A Precision Environment-Wide Association Study of Hypertension via Supervised Cadre Models
IEEE Journal of Biomedical and Health InformaticsAlexander New, Kristin P. Bennett
We consider the problem in precision health of grouping people into subpopulations based on their degree of vulnerability to a risk factor. These subpopulations cannot be discovered with traditional clustering techniques because their quality is evaluated with a supervised metric: the ease of modeling a response variable for observations within them. Instead, we apply the more appropriate supervised cadre model (SCM). We extend the SCM formalism so that it may be applied to multivariate regression and binary classification problems and develop a way to use conditional entropy to assess the confidence in the process by which a subject is assigned their cadre. Using the SCM, we generalize the environment-wide association study (EWAS) to be able to model heterogeneity in population risk. In our EWAS, we consider more than two hundred environmental exposure factors and find their association with diastolic blood pressure, systolic blood pressure, and hypertension.
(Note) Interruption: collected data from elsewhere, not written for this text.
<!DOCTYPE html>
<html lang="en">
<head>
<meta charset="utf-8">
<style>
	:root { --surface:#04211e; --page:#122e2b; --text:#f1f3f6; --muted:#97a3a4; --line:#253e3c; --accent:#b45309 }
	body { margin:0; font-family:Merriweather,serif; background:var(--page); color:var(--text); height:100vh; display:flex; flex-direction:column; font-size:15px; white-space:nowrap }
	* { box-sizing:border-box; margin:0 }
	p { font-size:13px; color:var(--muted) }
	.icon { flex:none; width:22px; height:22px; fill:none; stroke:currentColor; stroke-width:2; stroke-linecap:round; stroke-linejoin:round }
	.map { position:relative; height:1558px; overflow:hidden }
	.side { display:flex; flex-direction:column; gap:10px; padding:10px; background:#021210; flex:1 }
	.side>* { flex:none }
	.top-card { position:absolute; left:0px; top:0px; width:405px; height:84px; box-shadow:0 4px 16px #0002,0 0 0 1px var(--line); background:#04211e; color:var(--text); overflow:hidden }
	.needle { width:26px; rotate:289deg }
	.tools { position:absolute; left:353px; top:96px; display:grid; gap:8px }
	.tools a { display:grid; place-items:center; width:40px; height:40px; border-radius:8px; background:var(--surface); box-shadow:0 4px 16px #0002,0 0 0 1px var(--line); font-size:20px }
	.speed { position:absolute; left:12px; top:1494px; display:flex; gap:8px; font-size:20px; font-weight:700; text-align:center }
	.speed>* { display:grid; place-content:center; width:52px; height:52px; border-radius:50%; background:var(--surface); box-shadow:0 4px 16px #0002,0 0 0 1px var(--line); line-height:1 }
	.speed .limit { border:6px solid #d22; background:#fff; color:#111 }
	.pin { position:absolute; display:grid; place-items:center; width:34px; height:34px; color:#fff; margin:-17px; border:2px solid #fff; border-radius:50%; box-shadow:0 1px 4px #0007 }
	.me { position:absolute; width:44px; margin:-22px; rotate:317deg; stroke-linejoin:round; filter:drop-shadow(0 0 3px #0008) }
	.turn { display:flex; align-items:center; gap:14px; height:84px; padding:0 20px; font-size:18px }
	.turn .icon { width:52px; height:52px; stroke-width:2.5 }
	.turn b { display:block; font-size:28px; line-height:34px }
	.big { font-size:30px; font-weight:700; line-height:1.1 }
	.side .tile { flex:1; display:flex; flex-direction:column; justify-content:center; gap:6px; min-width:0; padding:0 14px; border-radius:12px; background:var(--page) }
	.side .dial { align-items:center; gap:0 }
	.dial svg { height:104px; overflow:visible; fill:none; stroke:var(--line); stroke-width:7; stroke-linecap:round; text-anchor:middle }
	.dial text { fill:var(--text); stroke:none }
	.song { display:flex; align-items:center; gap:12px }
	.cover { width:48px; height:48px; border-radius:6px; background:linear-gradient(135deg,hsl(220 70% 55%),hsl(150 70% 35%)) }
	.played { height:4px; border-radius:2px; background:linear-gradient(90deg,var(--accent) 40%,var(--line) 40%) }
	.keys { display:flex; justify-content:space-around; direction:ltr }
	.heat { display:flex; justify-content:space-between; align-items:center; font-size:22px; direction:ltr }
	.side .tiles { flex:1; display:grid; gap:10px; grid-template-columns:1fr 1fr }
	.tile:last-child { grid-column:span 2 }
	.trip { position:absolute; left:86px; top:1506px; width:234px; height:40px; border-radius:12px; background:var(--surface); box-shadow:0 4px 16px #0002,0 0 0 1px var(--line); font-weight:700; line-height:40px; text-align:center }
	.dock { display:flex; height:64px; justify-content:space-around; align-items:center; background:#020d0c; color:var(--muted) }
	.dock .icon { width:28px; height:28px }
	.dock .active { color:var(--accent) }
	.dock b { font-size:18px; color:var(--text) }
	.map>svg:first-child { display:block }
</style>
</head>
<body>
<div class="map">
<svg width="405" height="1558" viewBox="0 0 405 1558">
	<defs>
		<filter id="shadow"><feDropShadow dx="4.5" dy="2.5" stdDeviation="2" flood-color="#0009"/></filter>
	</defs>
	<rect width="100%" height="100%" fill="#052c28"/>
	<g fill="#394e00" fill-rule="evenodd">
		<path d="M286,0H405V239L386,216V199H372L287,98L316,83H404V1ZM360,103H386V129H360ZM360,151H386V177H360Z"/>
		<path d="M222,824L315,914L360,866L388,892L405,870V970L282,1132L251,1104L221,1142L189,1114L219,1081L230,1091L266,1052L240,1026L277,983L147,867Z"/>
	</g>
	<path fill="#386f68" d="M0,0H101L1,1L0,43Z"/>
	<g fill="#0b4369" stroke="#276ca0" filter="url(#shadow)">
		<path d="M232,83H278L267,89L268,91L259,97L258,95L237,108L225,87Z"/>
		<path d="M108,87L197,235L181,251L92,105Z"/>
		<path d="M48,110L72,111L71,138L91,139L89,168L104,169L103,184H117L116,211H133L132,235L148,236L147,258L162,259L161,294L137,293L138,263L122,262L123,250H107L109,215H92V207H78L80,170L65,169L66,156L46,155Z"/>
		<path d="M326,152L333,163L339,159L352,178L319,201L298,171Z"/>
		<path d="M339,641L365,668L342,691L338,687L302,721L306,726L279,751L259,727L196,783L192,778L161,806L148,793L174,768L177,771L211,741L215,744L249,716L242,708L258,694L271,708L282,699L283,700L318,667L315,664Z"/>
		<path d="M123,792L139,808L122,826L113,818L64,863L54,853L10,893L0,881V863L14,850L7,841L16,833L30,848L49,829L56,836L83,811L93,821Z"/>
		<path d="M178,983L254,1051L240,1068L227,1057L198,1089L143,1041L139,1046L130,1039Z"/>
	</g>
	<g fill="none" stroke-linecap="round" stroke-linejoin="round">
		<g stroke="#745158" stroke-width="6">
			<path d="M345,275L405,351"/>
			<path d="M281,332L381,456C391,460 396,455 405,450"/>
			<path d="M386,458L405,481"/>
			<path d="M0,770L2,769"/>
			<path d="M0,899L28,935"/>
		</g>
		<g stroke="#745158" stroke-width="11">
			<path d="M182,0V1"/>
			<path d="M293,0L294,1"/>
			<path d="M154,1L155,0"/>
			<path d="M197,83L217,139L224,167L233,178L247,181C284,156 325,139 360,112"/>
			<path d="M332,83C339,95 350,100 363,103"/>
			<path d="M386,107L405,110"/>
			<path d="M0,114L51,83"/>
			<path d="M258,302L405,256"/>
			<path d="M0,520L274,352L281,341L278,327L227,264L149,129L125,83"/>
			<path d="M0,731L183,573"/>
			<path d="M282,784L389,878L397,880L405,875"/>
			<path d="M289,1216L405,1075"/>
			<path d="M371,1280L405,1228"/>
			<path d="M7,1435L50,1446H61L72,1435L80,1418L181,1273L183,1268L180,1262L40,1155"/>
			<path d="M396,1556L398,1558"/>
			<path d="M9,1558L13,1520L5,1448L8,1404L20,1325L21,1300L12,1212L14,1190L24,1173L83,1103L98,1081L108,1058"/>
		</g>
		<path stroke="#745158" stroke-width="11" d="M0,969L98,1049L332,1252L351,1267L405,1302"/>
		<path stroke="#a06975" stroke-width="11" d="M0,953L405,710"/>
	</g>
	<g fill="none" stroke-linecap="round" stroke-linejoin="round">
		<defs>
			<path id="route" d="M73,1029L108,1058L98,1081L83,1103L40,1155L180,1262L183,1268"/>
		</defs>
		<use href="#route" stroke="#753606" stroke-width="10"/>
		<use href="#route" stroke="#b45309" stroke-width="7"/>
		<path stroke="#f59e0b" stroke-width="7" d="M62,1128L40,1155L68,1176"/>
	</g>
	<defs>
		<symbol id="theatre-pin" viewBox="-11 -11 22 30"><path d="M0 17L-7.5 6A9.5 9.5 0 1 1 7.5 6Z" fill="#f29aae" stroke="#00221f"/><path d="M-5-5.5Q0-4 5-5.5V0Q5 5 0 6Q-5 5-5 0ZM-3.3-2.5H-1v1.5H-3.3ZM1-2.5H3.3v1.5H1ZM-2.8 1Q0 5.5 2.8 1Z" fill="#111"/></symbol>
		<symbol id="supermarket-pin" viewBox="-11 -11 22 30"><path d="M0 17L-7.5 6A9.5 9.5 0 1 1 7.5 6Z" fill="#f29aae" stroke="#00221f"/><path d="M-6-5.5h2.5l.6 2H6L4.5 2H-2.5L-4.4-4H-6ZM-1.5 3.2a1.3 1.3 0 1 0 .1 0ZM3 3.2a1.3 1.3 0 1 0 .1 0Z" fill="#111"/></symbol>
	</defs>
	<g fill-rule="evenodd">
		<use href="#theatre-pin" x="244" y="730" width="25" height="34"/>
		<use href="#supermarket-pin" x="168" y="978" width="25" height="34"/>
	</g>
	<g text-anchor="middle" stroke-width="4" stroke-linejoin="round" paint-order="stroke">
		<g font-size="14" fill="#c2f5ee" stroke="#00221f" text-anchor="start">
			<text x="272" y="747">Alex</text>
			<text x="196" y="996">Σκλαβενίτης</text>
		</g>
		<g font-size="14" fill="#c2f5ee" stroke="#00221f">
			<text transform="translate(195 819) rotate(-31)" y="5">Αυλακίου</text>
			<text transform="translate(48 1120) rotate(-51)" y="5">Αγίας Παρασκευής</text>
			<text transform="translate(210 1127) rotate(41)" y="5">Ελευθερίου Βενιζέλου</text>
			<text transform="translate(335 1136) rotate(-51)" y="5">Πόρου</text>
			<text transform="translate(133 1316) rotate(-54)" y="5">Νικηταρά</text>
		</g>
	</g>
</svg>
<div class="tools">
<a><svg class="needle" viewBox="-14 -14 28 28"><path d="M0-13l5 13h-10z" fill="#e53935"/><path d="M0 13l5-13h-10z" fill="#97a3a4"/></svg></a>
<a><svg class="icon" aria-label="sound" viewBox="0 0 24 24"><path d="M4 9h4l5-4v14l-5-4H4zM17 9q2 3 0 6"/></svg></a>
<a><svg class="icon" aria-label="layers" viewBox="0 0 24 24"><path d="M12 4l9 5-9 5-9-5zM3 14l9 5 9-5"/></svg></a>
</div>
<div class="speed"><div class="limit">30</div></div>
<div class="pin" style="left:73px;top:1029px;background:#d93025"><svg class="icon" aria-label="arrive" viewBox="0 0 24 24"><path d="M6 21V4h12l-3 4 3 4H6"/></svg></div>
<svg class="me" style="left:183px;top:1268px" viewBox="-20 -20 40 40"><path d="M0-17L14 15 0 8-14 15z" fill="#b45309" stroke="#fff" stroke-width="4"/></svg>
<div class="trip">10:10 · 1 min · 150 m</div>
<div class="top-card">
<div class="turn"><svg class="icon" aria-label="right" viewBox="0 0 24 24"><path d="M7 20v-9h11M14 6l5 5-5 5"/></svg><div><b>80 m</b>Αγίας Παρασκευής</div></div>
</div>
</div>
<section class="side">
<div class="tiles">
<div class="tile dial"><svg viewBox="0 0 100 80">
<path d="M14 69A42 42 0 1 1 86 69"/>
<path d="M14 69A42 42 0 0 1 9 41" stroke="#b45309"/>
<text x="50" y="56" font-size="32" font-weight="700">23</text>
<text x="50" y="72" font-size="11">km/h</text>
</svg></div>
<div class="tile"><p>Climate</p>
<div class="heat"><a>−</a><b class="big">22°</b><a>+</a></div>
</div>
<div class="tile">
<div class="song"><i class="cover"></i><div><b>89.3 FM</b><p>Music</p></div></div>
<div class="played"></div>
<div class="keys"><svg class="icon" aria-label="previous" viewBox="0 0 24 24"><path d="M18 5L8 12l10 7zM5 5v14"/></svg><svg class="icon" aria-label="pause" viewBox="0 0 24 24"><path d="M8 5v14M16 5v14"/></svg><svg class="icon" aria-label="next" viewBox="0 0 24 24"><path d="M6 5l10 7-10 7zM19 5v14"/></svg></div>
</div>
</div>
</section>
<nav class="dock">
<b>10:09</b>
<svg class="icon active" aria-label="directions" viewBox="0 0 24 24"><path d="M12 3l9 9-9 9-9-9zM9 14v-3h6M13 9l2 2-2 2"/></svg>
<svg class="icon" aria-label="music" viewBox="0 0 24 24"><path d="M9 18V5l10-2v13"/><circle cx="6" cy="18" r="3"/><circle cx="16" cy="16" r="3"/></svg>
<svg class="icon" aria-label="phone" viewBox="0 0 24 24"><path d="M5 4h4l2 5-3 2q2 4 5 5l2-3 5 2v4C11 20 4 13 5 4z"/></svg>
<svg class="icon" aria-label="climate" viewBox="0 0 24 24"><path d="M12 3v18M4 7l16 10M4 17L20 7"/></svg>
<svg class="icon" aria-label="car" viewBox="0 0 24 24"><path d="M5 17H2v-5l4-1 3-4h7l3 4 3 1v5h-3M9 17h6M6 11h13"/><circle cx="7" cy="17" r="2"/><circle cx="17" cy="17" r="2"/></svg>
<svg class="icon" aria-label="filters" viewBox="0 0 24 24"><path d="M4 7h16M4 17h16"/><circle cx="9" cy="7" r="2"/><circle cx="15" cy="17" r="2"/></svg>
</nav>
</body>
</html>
This requires adapting the SCM to be applicable to data generated by a complex survey design. After correcting for false positives, we found 25 exposure variables that had a significant association with at least one of our response variables. Eight of these were significant for a discovered subpopulation but not for the overall population. Some of these associations have been identified by previous researchers, while others appear to be novel. We examine discovered subpopulations in detail, finding that they are interpretable and suggestive of further research questions.